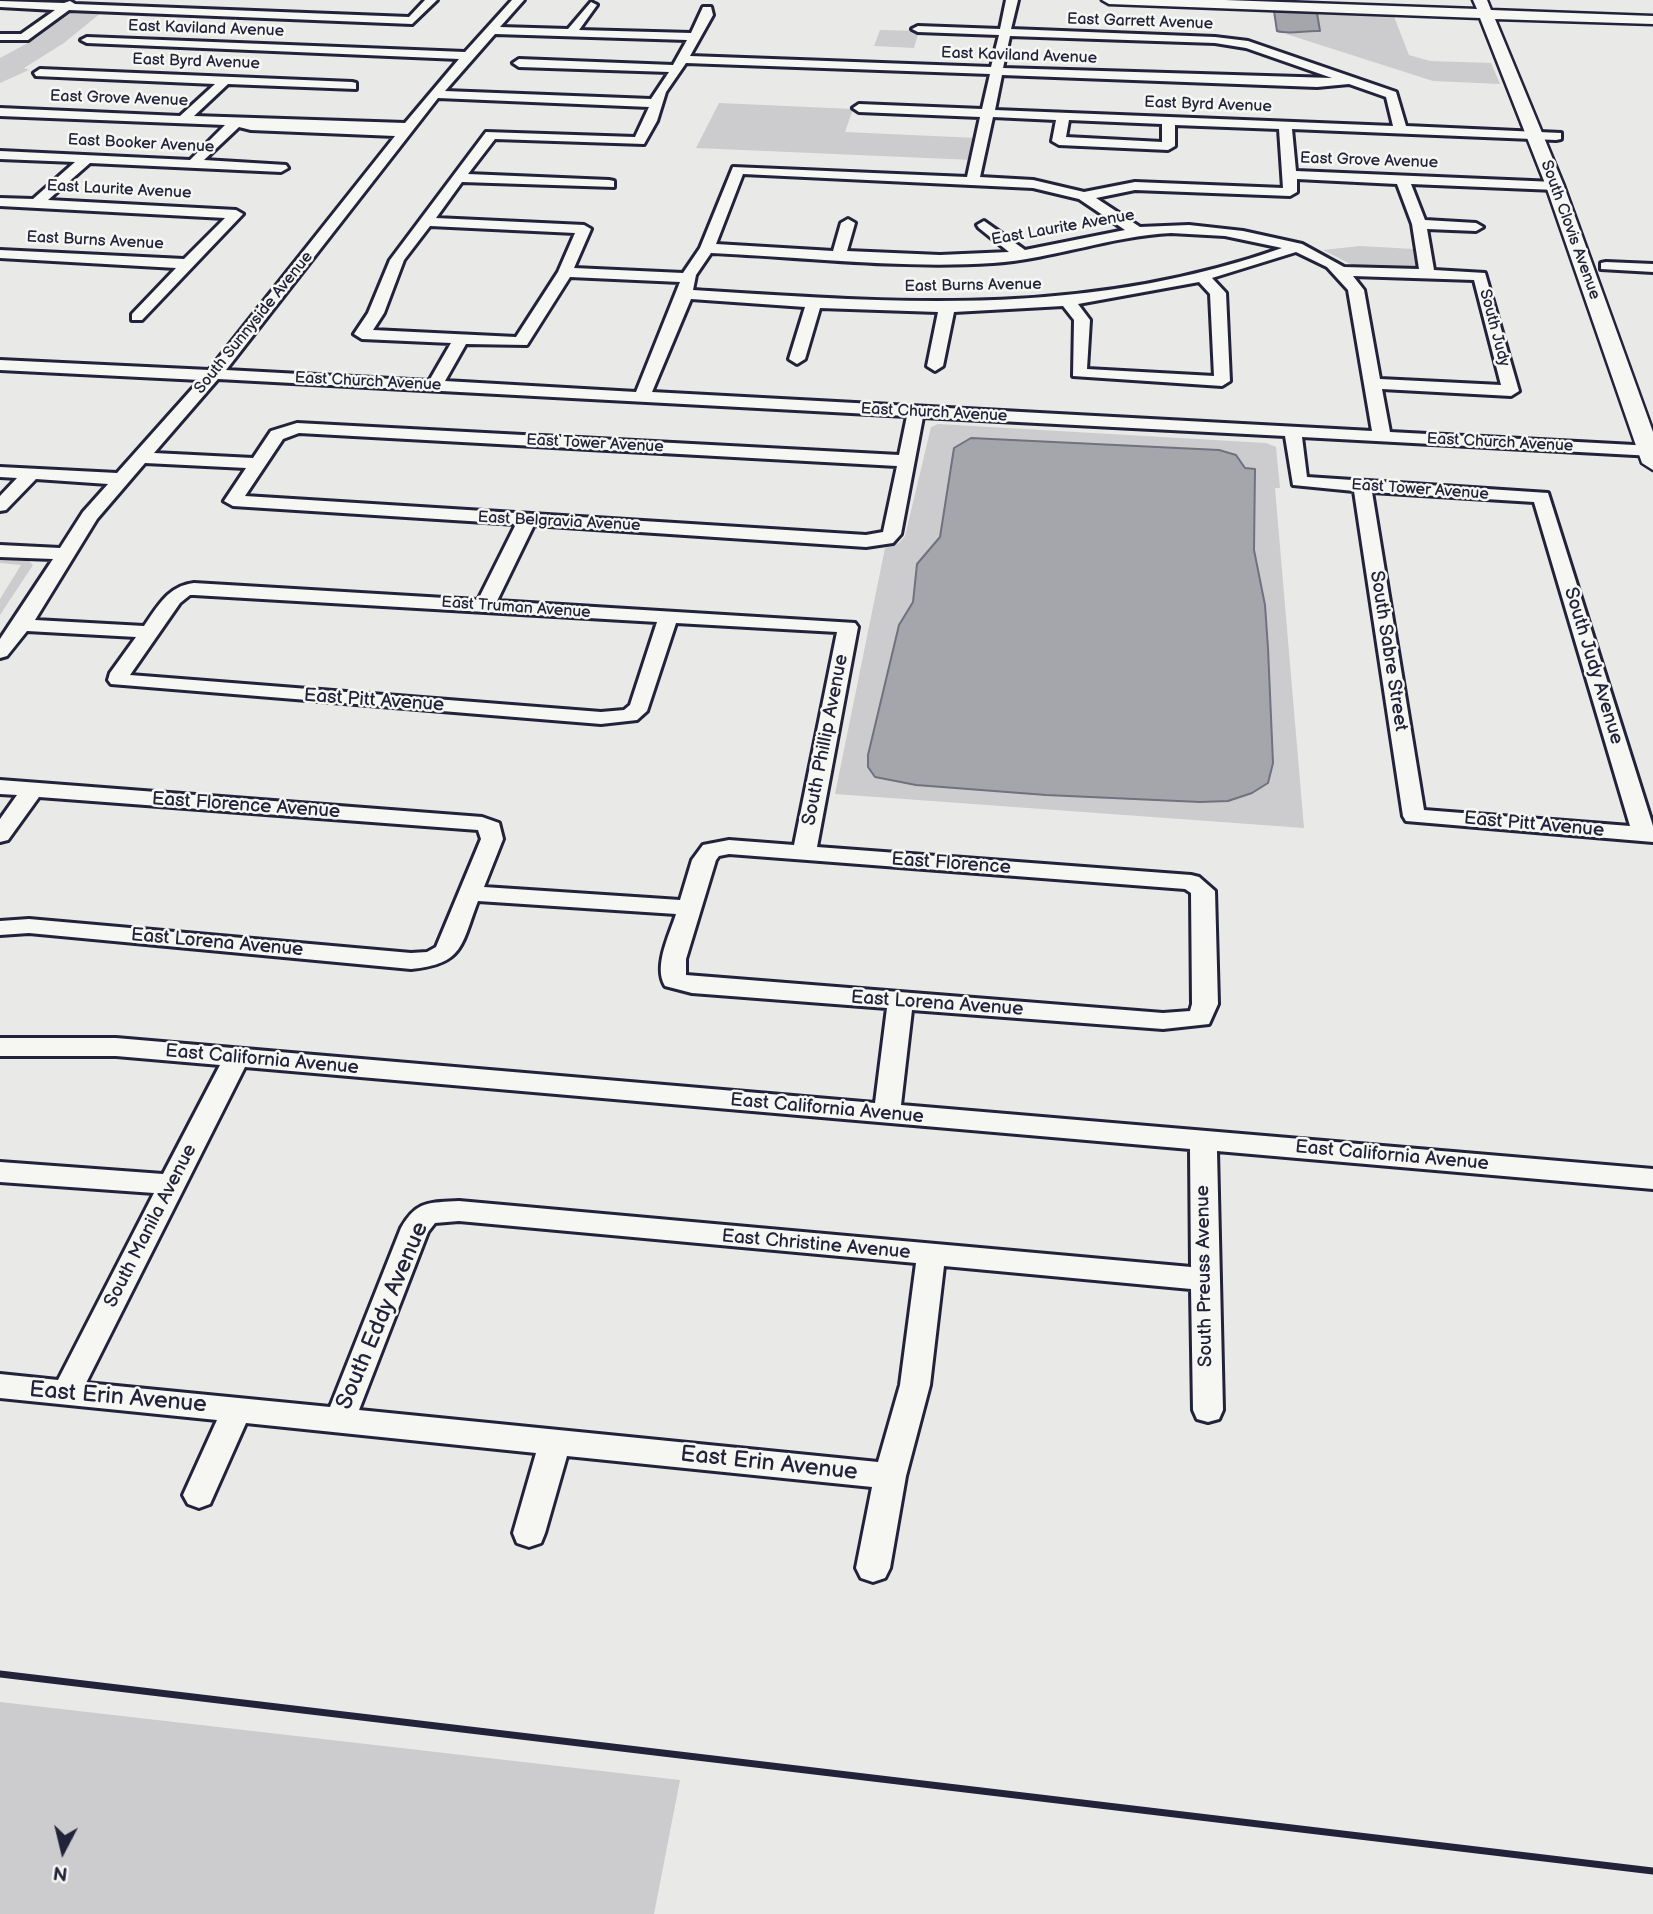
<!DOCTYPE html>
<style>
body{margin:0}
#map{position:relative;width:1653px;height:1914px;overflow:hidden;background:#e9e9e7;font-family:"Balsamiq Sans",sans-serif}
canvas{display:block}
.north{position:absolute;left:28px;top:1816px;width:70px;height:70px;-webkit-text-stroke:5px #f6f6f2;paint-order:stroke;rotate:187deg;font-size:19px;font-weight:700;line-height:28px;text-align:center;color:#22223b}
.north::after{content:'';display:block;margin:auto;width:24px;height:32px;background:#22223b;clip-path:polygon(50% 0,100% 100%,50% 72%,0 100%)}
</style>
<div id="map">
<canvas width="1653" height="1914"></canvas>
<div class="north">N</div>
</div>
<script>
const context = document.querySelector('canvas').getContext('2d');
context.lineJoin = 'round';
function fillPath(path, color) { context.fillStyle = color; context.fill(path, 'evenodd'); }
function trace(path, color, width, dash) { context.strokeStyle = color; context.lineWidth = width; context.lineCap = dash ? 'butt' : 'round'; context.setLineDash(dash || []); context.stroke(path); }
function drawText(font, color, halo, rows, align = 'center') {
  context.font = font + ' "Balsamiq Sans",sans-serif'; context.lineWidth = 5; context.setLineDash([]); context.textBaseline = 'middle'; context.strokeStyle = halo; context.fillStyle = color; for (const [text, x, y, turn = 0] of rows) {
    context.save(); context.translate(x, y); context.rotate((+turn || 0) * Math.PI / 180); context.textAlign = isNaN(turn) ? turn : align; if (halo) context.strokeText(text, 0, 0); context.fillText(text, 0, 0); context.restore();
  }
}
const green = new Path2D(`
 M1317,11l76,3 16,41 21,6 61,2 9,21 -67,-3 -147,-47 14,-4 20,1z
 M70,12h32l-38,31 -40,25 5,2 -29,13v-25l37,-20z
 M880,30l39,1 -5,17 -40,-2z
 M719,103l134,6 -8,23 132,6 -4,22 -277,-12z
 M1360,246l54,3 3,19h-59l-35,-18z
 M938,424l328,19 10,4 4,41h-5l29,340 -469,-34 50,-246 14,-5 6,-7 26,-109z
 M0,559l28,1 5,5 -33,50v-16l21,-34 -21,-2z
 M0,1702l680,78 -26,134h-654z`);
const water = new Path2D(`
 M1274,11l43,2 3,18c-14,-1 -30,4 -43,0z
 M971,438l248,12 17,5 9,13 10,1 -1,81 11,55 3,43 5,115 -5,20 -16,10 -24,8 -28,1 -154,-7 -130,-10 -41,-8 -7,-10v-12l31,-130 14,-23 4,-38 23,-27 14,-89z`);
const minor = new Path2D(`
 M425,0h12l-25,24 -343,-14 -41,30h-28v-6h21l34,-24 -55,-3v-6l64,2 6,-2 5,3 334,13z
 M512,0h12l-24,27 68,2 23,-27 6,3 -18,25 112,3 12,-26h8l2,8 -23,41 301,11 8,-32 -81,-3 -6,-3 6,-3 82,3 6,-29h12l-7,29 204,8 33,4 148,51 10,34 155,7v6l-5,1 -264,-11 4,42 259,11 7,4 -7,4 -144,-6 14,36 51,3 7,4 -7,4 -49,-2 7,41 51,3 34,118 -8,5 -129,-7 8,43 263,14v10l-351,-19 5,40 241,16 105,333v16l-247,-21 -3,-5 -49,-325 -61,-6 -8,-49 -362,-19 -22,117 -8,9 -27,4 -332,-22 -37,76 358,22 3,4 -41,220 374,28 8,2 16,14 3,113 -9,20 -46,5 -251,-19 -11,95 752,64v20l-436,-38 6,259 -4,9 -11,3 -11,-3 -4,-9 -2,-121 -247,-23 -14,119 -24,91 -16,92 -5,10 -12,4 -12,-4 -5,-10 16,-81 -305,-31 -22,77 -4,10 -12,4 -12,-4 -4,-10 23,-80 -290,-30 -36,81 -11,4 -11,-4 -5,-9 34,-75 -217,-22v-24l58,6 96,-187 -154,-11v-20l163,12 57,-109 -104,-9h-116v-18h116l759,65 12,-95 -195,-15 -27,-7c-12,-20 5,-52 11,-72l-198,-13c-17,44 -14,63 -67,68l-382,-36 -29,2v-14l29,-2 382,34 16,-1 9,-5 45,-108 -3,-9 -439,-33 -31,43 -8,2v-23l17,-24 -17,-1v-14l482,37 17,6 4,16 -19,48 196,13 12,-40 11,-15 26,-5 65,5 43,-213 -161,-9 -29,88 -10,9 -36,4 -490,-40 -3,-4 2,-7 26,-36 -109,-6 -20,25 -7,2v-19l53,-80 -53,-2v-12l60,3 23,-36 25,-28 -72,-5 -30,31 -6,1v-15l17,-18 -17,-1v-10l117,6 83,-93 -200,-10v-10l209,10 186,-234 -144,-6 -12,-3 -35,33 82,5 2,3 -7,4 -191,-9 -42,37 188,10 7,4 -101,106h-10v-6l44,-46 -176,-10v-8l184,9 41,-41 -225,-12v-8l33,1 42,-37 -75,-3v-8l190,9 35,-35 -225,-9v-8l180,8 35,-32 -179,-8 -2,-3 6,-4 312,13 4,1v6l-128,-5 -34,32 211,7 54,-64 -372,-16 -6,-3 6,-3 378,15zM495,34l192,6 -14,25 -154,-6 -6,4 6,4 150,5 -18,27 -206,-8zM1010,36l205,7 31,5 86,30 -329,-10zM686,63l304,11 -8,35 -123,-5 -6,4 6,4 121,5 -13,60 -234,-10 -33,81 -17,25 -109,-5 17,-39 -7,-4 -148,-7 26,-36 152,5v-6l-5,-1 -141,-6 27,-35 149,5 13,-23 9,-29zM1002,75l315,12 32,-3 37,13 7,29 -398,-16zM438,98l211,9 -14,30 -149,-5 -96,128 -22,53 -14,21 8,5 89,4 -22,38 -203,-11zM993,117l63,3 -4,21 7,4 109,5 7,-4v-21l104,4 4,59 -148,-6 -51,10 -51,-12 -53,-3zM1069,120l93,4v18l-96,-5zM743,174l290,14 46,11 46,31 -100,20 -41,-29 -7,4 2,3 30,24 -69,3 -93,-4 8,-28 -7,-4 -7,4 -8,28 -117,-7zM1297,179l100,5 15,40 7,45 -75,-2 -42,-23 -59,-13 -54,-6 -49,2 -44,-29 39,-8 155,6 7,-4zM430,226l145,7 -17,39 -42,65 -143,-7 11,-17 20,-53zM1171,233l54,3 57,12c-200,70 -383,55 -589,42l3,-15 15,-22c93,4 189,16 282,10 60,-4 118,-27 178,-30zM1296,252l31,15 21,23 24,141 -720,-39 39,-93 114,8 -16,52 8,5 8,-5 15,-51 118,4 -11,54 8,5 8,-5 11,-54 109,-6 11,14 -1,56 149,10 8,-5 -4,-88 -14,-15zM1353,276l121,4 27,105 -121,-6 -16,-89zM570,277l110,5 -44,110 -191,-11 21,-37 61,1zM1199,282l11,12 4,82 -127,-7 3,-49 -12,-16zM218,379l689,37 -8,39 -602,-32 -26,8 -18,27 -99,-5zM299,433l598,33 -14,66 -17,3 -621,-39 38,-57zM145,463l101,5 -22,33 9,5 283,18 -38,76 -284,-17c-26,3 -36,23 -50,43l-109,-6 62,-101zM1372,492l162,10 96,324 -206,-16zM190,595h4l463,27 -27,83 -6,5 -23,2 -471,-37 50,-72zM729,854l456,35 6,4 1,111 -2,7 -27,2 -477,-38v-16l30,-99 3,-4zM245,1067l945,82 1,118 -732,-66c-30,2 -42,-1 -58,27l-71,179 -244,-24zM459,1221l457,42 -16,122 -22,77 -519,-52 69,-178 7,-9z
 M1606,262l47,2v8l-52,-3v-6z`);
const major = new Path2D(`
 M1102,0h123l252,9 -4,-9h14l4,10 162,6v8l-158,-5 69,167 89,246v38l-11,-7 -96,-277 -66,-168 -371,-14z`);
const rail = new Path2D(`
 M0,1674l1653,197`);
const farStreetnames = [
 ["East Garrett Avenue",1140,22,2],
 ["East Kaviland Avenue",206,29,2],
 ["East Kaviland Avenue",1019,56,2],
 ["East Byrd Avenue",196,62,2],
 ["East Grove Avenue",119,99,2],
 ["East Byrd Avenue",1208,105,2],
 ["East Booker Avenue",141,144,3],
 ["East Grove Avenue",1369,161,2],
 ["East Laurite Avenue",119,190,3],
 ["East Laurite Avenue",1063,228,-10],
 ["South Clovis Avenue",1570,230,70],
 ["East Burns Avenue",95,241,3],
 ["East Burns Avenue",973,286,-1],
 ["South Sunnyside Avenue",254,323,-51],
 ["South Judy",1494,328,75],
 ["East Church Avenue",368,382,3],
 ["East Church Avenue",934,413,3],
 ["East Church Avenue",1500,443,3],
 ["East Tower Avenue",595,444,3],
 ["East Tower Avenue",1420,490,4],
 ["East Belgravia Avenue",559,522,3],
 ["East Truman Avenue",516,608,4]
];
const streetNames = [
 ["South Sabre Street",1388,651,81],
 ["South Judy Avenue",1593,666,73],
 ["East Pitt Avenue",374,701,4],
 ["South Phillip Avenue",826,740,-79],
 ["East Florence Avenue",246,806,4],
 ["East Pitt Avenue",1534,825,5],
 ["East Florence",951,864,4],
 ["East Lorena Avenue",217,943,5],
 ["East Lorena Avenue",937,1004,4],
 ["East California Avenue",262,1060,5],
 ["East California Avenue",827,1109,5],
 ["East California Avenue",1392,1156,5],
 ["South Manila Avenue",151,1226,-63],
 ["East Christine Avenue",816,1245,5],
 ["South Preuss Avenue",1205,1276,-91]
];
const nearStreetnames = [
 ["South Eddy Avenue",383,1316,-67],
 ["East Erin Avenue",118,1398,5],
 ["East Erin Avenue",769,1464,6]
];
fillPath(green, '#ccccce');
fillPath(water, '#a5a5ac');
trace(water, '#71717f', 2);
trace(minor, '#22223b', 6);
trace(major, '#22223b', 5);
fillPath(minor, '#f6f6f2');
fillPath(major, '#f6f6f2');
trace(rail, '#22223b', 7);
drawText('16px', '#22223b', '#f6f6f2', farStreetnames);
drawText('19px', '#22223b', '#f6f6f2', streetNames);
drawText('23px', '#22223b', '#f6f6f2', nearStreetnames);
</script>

• WHAT THE EXERCISE ASKS: Copy only this part of the entries above: the line with "function fillPath(path, color)", the line with "M425,0h12l-25,24 -343,-14 -41,30h-28v-6h21l34,-24", and the lines between, all exactly as written.

• EXERCISE RESULT:
function fillPath(path, color) { context.fillStyle = color; context.fill(path, 'evenodd'); }
function trace(path, color, width, dash) { context.strokeStyle = color; context.lineWidth = width; context.lineCap = dash ? 'butt' : 'round'; context.setLineDash(dash || []); context.stroke(path); }
function drawText(font, color, halo, rows, align = 'center') {
  context.font = font + ' "Balsamiq Sans",sans-serif'; context.lineWidth = 5; context.setLineDash([]); context.textBaseline = 'middle'; context.strokeStyle = halo; context.fillStyle = color; for (const [text, x, y, turn = 0] of rows) {
    context.save(); context.translate(x, y); context.rotate((+turn || 0) * Math.PI / 180); context.textAlign = isNaN(turn) ? turn : align; if (halo) context.strokeText(text, 0, 0); context.fillText(text, 0, 0); context.restore();
  }
}
const green = new Path2D(`
 M1317,11l76,3 16,41 21,6 61,2 9,21 -67,-3 -147,-47 14,-4 20,1z
 M70,12h32l-38,31 -40,25 5,2 -29,13v-25l37,-20z
 M880,30l39,1 -5,17 -40,-2z
 M719,103l134,6 -8,23 132,6 -4,22 -277,-12z
 M1360,246l54,3 3,19h-59l-35,-18z
 M938,424l328,19 10,4 4,41h-5l29,340 -469,-34 50,-246 14,-5 6,-7 26,-109z
 M0,559l28,1 5,5 -33,50v-16l21,-34 -21,-2z
 M0,1702l680,78 -26,134h-654z`);
const water = new Path2D(`
 M1274,11l43,2 3,18c-14,-1 -30,4 -43,0z
 M971,438l248,12 17,5 9,13 10,1 -1,81 11,55 3,43 5,115 -5,20 -16,10 -24,8 -28,1 -154,-7 -130,-10 -41,-8 -7,-10v-12l31,-130 14,-23 4,-38 23,-27 14,-89z`);
const minor = new Path2D(`
 M425,0h12l-25,24 -343,-14 -41,30h-28v-6h21l34,-24 -55,-3v-6l64,2 6,-2 5,3 334,13z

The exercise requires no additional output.